# the Kiddies 2nite :)



## SuzieQueue (Mar 12, 2012)

The kiddies playing in their box ...

Miss Freckles and her Dr Evil Look!










lookin pretty ...










Miss F doing Dr Evil again and Mr(or Miss) C looking pretty despite currently Moulting!










Miss F again ... gosh she is such a Camera Hog!


----------



## DaveZ (May 4, 2012)

Beautiful white faces, my favourite


----------



## JaimeS (Nov 28, 2011)

Aww, so cute, even when evil


----------



## lperry82 (Aug 2, 2010)

Aww so cute


----------



## meaggiedear (Nov 20, 2011)

adorable!!


----------



## AMom2011 (Apr 25, 2012)

Ms.f is by far THE most beautiful field I have ever seen


----------



## SuzieQueue (Mar 12, 2012)

aww thanks guys, trying to get some decent pics of Ms F she is so animated! ...


----------



## Kannagi (Jun 18, 2011)

This is truly adorable!
Thanks for sharing!


----------



## AMom2011 (Apr 25, 2012)

AMom2011 said:


> Ms.f is by far THE most beautiful field I have ever seen


not FIELD * T I E L !!!

argh, auto correct! lol I tried to fix it, and autocorrect will NOT let me say cockatiel, nor tiel, lol wth? 

anyways, she is amazingly beautiful!!!


----------



## SuzieQueue (Mar 12, 2012)

hahaha i knew what u meant ! some of the funniest things happen from Auto Correct!


----------



## angelmommy24 (Nov 20, 2011)

I'm in love with Ms Freckles is she a WF Pearl? ok so you can just stick her on the plane to NC teeheeehehehe


----------



## SuzieQueue (Mar 12, 2012)

lol she is gorjus hey, she has a sister, almost identical but more white on her face than Ms F ... if i can ever get a pic of her wings they are the most beautiful, and she has little black freckles on her tail and underbody over the white feathers, lol but Im her mum so I'm supposed to gush about her ... right? ....

Oh and I would slip her onto the plane for you but they would find her in about 0.002 seconds as she is never quiet! always chattering away about something or other  Im sure some of the looks Champ gives her are "Do you ever Shut Up!" looks, lol poor love cant get a word in edgeways ...

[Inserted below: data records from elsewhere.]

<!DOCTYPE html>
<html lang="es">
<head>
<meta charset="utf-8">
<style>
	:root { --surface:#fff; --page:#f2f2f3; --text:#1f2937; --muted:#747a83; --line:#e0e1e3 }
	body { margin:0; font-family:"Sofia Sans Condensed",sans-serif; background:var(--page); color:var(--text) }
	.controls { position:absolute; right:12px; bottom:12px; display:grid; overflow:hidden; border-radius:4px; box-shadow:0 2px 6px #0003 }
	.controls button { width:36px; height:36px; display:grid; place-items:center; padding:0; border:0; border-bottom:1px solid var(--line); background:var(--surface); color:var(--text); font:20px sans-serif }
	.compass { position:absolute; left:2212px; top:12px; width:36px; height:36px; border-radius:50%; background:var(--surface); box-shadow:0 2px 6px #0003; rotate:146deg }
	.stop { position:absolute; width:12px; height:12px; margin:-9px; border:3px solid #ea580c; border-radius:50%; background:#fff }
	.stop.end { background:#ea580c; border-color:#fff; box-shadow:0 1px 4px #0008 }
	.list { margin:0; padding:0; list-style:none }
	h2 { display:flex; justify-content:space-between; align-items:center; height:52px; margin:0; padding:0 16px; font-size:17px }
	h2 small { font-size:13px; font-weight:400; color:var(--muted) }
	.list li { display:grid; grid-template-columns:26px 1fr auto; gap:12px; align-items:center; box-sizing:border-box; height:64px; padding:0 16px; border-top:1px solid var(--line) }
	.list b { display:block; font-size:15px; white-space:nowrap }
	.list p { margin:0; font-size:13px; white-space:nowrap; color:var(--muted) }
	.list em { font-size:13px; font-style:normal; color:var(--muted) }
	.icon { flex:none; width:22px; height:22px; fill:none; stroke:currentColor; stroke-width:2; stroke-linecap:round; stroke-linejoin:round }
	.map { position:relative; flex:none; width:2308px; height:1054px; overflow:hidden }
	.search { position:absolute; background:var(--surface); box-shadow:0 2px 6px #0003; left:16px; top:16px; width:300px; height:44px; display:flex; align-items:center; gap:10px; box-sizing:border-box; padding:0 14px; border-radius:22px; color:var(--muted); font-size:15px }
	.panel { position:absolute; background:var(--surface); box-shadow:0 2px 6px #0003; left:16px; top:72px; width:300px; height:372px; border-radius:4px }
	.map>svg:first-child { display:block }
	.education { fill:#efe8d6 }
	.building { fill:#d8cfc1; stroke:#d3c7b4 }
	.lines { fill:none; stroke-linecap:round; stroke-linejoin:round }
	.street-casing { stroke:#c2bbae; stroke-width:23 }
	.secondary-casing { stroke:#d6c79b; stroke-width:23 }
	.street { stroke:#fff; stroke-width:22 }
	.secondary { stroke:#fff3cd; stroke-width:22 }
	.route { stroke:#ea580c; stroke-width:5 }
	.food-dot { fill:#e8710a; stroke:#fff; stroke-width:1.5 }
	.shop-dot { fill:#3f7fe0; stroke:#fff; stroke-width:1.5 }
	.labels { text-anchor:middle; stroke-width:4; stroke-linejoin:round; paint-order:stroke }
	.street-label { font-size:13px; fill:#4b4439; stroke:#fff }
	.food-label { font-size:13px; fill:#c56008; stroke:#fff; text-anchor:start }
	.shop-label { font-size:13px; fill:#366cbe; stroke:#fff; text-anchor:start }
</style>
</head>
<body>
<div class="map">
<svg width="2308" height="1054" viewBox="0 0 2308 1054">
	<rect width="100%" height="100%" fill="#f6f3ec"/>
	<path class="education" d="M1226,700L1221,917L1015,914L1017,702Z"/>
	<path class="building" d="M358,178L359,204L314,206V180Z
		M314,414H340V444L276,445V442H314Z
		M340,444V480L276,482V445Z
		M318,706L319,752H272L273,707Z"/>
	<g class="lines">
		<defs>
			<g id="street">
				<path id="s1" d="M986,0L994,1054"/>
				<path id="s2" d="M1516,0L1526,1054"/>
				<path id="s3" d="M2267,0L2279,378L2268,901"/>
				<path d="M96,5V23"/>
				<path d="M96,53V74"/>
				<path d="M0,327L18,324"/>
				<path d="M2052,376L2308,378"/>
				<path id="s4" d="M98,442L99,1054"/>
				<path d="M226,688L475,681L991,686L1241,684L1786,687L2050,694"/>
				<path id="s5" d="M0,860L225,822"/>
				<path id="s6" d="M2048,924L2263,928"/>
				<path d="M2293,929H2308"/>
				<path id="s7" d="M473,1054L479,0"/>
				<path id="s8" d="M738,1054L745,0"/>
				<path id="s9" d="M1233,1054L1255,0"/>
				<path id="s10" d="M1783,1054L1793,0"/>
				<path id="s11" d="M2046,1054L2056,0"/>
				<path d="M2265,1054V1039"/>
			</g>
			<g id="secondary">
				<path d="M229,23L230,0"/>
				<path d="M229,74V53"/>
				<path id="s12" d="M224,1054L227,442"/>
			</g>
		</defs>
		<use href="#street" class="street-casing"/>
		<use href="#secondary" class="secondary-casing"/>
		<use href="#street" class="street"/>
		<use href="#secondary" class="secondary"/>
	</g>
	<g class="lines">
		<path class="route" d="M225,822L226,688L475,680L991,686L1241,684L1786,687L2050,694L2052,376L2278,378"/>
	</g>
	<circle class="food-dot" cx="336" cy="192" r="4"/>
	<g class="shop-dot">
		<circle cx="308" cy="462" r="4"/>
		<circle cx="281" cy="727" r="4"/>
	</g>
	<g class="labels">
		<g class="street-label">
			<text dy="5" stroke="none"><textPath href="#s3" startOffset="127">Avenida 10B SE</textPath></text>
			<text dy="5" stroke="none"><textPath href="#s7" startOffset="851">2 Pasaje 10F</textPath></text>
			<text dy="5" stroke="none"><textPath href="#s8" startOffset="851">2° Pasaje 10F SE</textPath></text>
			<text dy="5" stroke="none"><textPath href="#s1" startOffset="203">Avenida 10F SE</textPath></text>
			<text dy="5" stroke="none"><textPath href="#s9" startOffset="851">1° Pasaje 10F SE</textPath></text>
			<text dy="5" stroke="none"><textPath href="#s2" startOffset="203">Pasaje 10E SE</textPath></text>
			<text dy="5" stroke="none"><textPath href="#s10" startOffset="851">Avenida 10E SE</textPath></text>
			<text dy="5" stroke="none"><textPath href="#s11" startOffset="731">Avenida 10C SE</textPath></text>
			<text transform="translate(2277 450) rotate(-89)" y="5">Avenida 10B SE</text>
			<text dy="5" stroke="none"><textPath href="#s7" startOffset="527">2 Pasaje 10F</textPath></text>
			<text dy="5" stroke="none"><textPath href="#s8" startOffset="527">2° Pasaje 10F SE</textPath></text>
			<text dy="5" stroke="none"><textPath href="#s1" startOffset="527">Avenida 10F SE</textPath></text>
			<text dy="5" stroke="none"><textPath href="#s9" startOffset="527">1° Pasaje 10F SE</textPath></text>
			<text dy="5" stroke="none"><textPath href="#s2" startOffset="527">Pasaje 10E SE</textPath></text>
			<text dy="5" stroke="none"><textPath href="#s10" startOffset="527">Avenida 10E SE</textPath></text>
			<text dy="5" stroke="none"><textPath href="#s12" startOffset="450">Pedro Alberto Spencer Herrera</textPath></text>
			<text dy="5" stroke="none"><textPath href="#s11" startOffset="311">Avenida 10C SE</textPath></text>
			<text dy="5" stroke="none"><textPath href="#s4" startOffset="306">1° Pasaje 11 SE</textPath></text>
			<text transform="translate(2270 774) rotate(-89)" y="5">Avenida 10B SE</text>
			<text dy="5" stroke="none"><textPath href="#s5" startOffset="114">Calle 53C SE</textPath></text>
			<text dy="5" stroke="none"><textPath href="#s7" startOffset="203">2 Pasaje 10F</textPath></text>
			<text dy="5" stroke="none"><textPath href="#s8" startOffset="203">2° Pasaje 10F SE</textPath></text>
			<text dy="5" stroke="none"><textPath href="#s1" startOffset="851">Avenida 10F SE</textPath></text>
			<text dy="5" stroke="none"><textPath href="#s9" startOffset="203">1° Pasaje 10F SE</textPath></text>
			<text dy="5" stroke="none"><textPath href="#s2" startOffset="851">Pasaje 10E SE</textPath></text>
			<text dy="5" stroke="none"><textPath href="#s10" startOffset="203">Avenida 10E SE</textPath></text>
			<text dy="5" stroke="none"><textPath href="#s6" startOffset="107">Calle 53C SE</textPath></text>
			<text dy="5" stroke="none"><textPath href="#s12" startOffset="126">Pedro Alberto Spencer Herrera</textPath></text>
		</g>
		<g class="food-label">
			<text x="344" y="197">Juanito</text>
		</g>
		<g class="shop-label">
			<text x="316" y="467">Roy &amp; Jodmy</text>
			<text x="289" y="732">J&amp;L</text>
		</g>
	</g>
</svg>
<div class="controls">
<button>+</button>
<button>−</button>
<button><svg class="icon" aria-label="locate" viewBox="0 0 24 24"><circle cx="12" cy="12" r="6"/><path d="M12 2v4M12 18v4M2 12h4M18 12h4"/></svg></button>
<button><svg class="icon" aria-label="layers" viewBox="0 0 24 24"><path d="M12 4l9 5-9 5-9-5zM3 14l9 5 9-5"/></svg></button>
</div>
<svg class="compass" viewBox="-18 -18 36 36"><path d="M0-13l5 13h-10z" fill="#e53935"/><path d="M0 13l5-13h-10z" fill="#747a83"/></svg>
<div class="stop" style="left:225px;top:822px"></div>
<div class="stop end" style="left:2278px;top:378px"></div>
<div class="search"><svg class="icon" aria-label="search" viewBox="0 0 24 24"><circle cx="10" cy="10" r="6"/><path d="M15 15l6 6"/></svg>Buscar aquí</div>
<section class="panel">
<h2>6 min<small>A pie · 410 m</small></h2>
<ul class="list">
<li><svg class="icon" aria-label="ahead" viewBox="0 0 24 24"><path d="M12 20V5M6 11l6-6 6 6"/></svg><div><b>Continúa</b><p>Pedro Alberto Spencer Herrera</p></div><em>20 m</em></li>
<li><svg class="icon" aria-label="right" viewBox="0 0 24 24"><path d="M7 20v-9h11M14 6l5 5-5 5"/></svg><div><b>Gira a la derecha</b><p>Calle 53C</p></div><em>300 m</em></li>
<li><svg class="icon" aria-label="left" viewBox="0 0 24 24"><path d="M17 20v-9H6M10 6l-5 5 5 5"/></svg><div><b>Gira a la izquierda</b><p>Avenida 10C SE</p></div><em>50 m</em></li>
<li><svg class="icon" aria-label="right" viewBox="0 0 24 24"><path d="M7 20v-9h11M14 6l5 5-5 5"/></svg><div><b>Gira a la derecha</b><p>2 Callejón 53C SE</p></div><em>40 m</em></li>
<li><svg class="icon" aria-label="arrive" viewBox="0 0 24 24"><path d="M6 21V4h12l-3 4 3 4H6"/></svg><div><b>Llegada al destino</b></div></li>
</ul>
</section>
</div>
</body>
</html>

lol Oh and yes WF Pearl Pied I believe  Dirty white face too ...

and she does share a FB page with Champ altho Ms F is a camera hog lol https://www.facebook.com/Suziestiels


----------



## angelmommy24 (Nov 20, 2011)

Oh Mrs Freckles may actually be a Mr Freckles  so super cute!!!


----------



## SuzieQueue (Mar 12, 2012)

lol well i actually think Mr C is a Ms C so would be funny if Ms F was a Mr, but her Mum wasn't pearl nor her Dad (visually) so I think she is a Ms ... time will tell I guess either way I love em both! and they have bonded so togetherness forever!


----------



## littletiel (May 15, 2011)

So adorable! I would like to hug them!!!!!  
I have a playpen too, but my tiel didn't like it at all in the beginning, I have no idea why. Yesterday though I managed to take a few pics too. 
I think it might be the position, as I put it on the ground. Maybe I should put it on the table, like you.


----------



## SuzieQueue (Mar 12, 2012)

not sure about all tiels but mine dont like being on the floor, they prefer to be on a table or higher, they freak on the floor ... they love their playpen tho  and Sprouts lol


----------



## Pidge (May 30, 2012)

Awww I found the pictures how stunning!! They look absolutely gorgeous ...and mischievous lol!


----------



## SuzieQueue (Mar 12, 2012)

lol thanks Pidge they are certainly mischievous!


----------